EXERCISE REQUIREMENTS -> Please find all lines in the data that hold the string "stream" and copy them.
═════ DATA PROVIDED
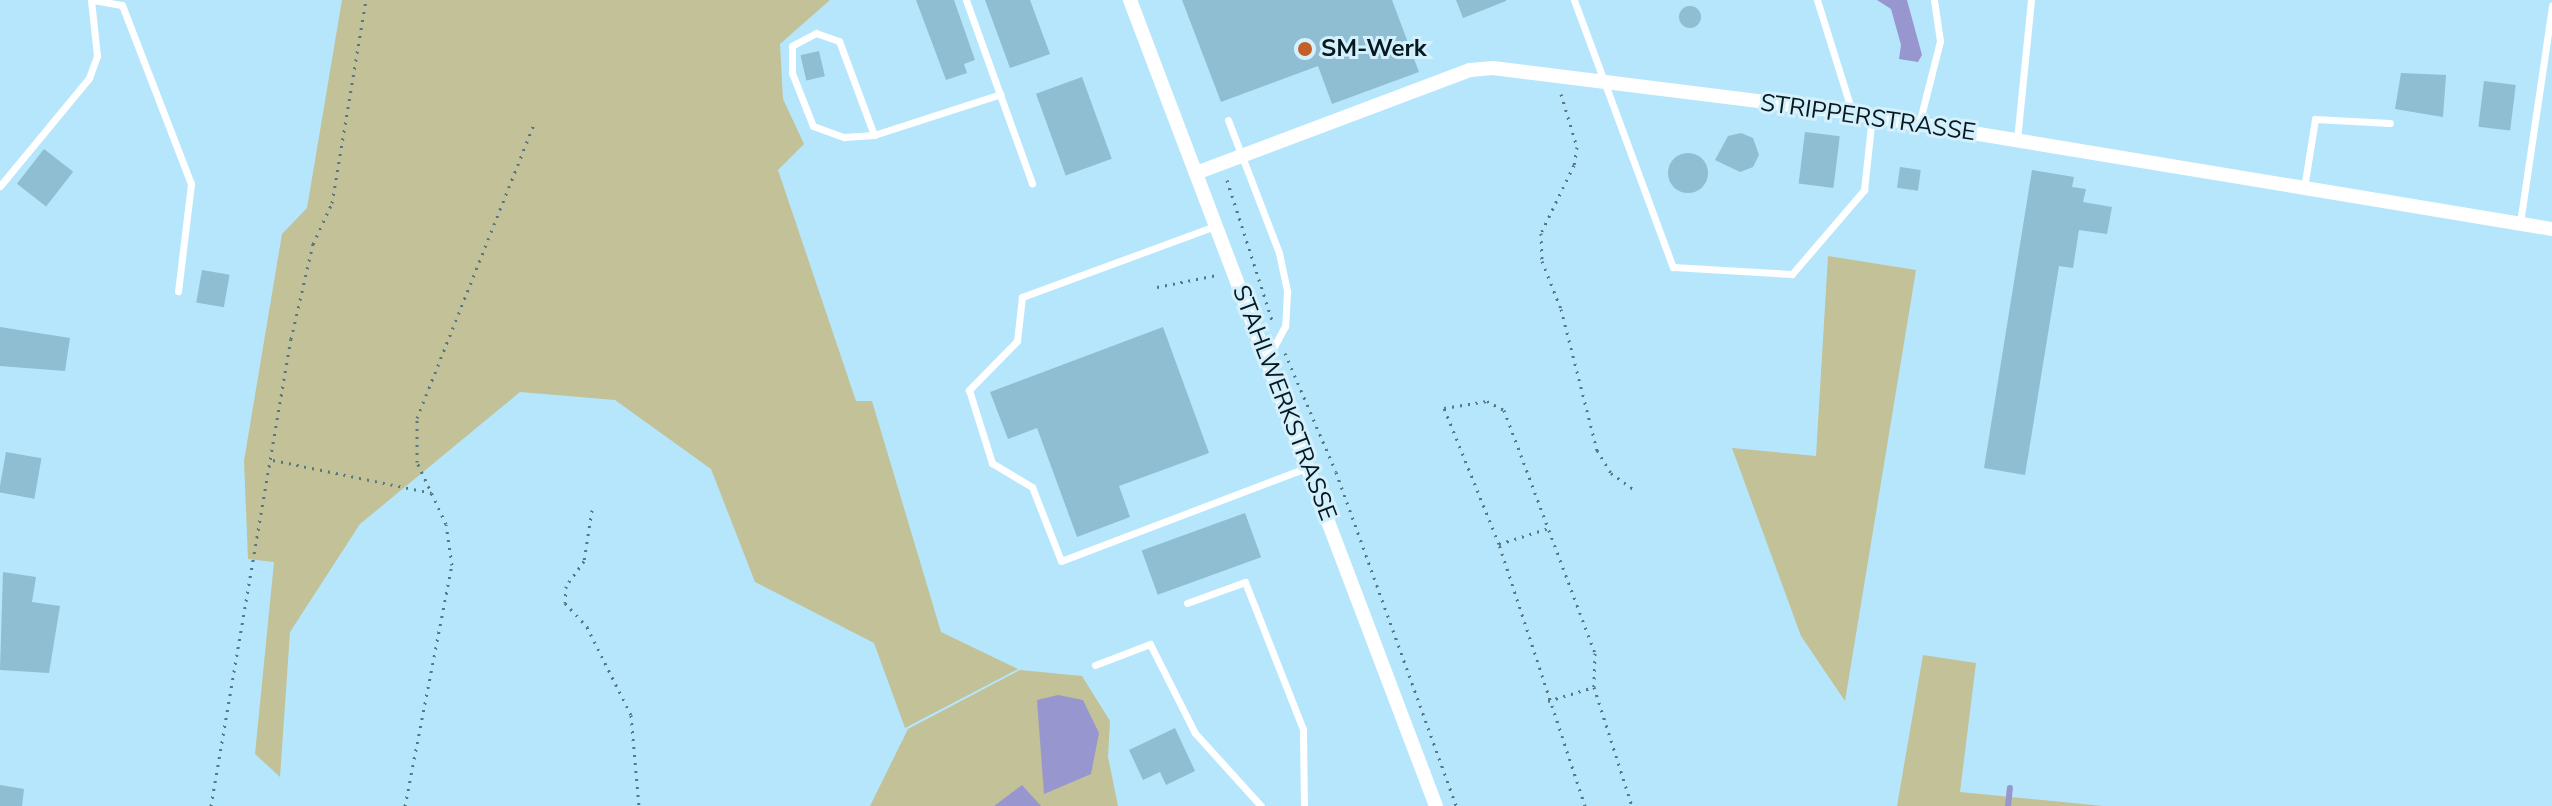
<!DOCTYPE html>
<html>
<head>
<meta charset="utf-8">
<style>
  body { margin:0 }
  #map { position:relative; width:2552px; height:806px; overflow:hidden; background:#b6e6fb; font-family:"Nunito Sans",sans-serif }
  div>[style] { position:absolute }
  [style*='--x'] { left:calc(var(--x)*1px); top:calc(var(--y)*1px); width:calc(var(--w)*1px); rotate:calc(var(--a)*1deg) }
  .green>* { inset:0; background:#c2c197 }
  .water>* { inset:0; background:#9896cf }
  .stream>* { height:6px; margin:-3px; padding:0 3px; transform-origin:3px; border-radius:3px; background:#9896cf }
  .building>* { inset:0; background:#8fbdd1; transform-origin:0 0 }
  .round { border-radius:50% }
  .path>* { height:3px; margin-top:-1.5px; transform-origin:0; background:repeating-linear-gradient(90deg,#567784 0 2px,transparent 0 8px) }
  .lane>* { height:7px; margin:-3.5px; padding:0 3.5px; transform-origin:3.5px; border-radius:3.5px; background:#fff }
  .street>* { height:14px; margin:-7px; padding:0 7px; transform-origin:7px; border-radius:7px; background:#fff }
  .dots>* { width:22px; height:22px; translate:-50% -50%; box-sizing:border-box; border:4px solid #d4f0fc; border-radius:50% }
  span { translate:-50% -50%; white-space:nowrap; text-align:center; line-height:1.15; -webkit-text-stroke:6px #d4f0fc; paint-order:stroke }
  .poi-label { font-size:24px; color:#061920; font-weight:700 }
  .left { translate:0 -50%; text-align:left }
  .street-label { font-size:24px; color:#061920 }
</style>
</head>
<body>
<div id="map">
  <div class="green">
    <i style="clip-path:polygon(342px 0,830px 0,780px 44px,783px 99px,804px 144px,778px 170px,856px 401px,872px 401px,941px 632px,1018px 669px,905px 728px,874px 643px,755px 582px,711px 469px,615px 400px,520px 392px,360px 524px,290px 632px,280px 777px,255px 754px,274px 562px,248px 559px,244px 461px,282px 234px,307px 208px)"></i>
    <i style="clip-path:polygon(1828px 256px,1916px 270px,1845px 701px,1801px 636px,1732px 448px,1816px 456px)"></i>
    <i style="clip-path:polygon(1923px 655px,1976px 663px,1960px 792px,2103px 806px,1897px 806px)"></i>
    <i style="clip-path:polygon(1020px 670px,1082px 676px,1110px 721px,1108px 757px,1118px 806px,870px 806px,908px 729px)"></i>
  </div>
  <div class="water">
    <i style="clip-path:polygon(1877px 0,1907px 0,1922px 55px,1918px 62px,1899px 59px,1901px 45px,1891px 9px)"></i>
    <i style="clip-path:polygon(1058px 695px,1083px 700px,1099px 733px,1091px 774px,1044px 794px,1037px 700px)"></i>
    <i style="clip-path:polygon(1022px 785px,1041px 806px,994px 806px)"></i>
  </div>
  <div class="stream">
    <i style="--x:2008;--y:806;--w:18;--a:-84"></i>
  </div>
  <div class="building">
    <i style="clip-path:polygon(916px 0,954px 0,975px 60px,964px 64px,967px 73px,946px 80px)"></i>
    <i style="clip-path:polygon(985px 0,1030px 0,1050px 54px,1010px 68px)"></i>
    <i style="clip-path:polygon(1182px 0,1392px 0,1419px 72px,1332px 104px,1318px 66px,1221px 102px)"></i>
    <i style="clip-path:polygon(1456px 0,1506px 0,1506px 1px,1463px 18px)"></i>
    <i class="round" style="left:1679px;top:6px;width:22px;height:22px"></i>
    <i style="left:819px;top:51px;width:26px;height:19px;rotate:77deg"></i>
    <i style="clip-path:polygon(2401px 73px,2446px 75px,2443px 117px,2395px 109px)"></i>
    <i style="left:1082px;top:77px;width:87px;height:49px;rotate:70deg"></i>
    <i style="left:2484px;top:81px;width:32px;height:46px;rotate:7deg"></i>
    <i style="left:1805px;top:132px;width:35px;height:52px;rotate:7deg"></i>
    <i style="clip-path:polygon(1741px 133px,1753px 138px,1759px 155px,1753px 167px,1740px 172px,1715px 160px,1728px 136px)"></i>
    <i style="left:44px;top:149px;width:37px;height:44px;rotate:38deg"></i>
    <i class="round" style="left:1668px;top:153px;width:40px;height:40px"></i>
    <i style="left:1900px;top:167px;width:21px;height:21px;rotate:8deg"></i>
    <i style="clip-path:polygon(2032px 170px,2074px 177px,2072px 187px,2086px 189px,2083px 202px,2112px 207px,2107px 234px,2079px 230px,2073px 268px,2059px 266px,2025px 475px,1984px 468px)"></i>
    <i style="left:202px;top:270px;width:28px;height:33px;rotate:10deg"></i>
    <i style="clip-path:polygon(0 327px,70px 338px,65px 371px,0 366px)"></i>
    <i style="clip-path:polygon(1163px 327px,1209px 453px,1119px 486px,1130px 517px,1077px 537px,1037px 428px,1008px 439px,990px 392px)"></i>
    <i style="left:6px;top:452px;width:36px;height:41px;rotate:10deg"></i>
    <i style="left:1245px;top:513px;width:47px;height:110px;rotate:70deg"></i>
    <i style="clip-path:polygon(3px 572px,36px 577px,32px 602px,60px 606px,49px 673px,0 670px)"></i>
    <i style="clip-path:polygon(1175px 728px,1195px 771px,1166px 785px,1160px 772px,1143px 780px,1129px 750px)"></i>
    <i style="clip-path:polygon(0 785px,24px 789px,22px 806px,0 806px)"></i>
  </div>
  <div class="path">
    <i style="--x:1561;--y:94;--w:55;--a:73.2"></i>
    <i style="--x:1577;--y:147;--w:18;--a:99"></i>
    <i style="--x:1574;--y:165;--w:76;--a:115.9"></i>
    <i style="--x:1541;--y:233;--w:28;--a:88"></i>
    <i style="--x:1542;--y:261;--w:52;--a:68.4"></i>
    <i style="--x:1561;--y:309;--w:146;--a:75.7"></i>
    <i style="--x:1597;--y:450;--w:27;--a:59"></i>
    <i style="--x:1611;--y:473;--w:27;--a:36"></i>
    <i style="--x:1227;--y:180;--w:147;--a:72.2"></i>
    <i style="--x:1157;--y:287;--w:61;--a:-11.3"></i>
    <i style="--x:1285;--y:353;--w:129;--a:66.8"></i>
    <i style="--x:1336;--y:472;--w:355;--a:70.2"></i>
    <i style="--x:273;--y:460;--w:162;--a:11.7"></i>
    <i style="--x:592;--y:510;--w:52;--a:98.9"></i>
    <i style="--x:584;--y:561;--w:31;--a:126"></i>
    <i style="--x:566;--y:586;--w:17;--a:93"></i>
    <i style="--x:565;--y:603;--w:33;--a:47"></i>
    <i style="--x:587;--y:627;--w:98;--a:63.4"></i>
    <i style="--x:631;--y:715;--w:91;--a:85"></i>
    <i style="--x:1499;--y:544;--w:52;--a:-17.7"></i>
    <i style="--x:1548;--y:701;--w:48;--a:-16.9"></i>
    <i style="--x:211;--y:806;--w:474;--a:-80.3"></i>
    <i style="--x:291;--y:339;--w:98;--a:-77"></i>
    <i style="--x:313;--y:244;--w:45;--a:-65.1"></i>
    <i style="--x:332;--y:203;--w:206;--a:-80.5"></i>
    <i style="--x:405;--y:806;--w:246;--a:-79"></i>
    <i style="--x:452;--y:565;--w:41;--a:-98.3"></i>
    <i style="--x:446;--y:524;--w:68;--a:-115.1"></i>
    <i style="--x:417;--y:462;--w:44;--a:-90"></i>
    <i style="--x:417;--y:418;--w:319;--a:-68.3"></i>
    <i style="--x:1585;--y:806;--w:276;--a:-108.2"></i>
    <i style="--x:1499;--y:544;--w:147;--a:-112"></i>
    <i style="--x:1444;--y:408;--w:44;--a:-9.2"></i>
    <i style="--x:1487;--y:401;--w:19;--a:28"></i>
    <i style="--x:1504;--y:410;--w:259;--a:69.5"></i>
    <i style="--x:1595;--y:653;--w:34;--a:92"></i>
    <i style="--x:1594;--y:687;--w:125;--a:72.3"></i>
  </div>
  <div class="lane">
    <i style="--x:93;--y:0;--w:29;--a:10"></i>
    <i style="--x:122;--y:5;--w:192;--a:68.9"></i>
    <i style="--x:191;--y:184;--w:108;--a:96.9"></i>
    <i style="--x:966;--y:0;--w:195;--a:70.2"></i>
    <i style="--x:1574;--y:0;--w:285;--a:69.7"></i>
    <i style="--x:1673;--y:267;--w:119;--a:3.4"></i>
    <i style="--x:1792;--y:274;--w:111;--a:-49.4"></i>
    <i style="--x:1864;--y:190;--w:74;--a:-83.8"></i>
    <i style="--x:1817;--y:0;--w:117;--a:72.6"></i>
    <i style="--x:1228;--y:120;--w:142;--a:69"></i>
    <i style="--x:1279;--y:253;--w:40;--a:78"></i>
    <i style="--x:1287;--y:292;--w:34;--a:93"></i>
    <i style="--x:1285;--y:326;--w:36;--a:118"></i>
    <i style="--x:1919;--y:124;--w:86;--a:-75.8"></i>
    <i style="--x:1940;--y:41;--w:41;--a:-98.3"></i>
    <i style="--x:874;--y:135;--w:100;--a:-110.4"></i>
    <i style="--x:839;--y:41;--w:24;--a:-161"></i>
    <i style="--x:816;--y:33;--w:27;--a:152"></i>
    <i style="--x:792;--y:46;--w:27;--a:90"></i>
    <i style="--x:792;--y:73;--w:57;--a:68.4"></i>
    <i style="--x:813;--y:126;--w:33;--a:20"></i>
    <i style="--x:844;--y:137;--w:30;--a:-4"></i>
    <i style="--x:874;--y:135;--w:133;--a:-17.9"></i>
    <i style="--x:2017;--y:140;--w:141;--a:-84.3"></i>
    <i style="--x:0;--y:186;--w:140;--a:-50.5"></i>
    <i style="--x:89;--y:78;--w:23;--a:-70"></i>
    <i style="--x:97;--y:56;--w:56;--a:-96.1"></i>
    <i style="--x:2304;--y:188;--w:70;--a:-80.9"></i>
    <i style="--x:2315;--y:119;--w:75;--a:3.1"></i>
    <i style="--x:2520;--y:223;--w:220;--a:-81.6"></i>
    <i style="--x:1215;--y:226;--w:206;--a:159.8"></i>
    <i style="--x:1022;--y:297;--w:44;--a:96.5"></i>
    <i style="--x:1017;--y:341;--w:69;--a:134.4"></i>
    <i style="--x:969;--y:390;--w:77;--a:72.5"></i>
    <i style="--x:992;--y:463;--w:47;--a:31"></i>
    <i style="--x:1032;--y:487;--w:79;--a:68.6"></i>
    <i style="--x:1061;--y:561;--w:265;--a:-20.8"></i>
    <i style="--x:1187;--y:603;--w:62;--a:-19.9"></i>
    <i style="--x:1245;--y:582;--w:158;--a:68.5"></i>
    <i style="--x:1303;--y:729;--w:77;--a:89.3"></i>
    <i style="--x:1095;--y:665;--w:59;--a:-20.9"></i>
    <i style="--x:1150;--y:644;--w:100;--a:63.2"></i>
    <i style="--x:1195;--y:733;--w:98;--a:47.9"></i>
  </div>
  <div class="street">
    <i style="--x:1130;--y:0;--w:862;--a:69.21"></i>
    <i style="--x:1196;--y:173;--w:293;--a:-20.6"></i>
    <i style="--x:1470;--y:70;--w:23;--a:-5"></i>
    <i style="--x:1493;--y:68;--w:362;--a:7.1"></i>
    <i style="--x:1852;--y:113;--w:710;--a:9.41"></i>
  </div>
  <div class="dots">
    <i style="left:1305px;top:49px;background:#c45f2a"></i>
  </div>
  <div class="poi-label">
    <span class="left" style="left:1321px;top:49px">SM-Werk</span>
  </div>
  <div class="street-label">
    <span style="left:1868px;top:118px;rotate:8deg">STRIPPERSTRASSE</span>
    <span style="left:1284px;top:403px;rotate:69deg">STAHLWERKSTRASSE</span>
  </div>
</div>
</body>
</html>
══════════
SOLUTION TO THIS EXERCISE ->
  .stream>* { height:6px; margin:-3px; padding:0 3px; transform-origin:3px; border-radius:3px; background:#9896cf }
  <div class="stream">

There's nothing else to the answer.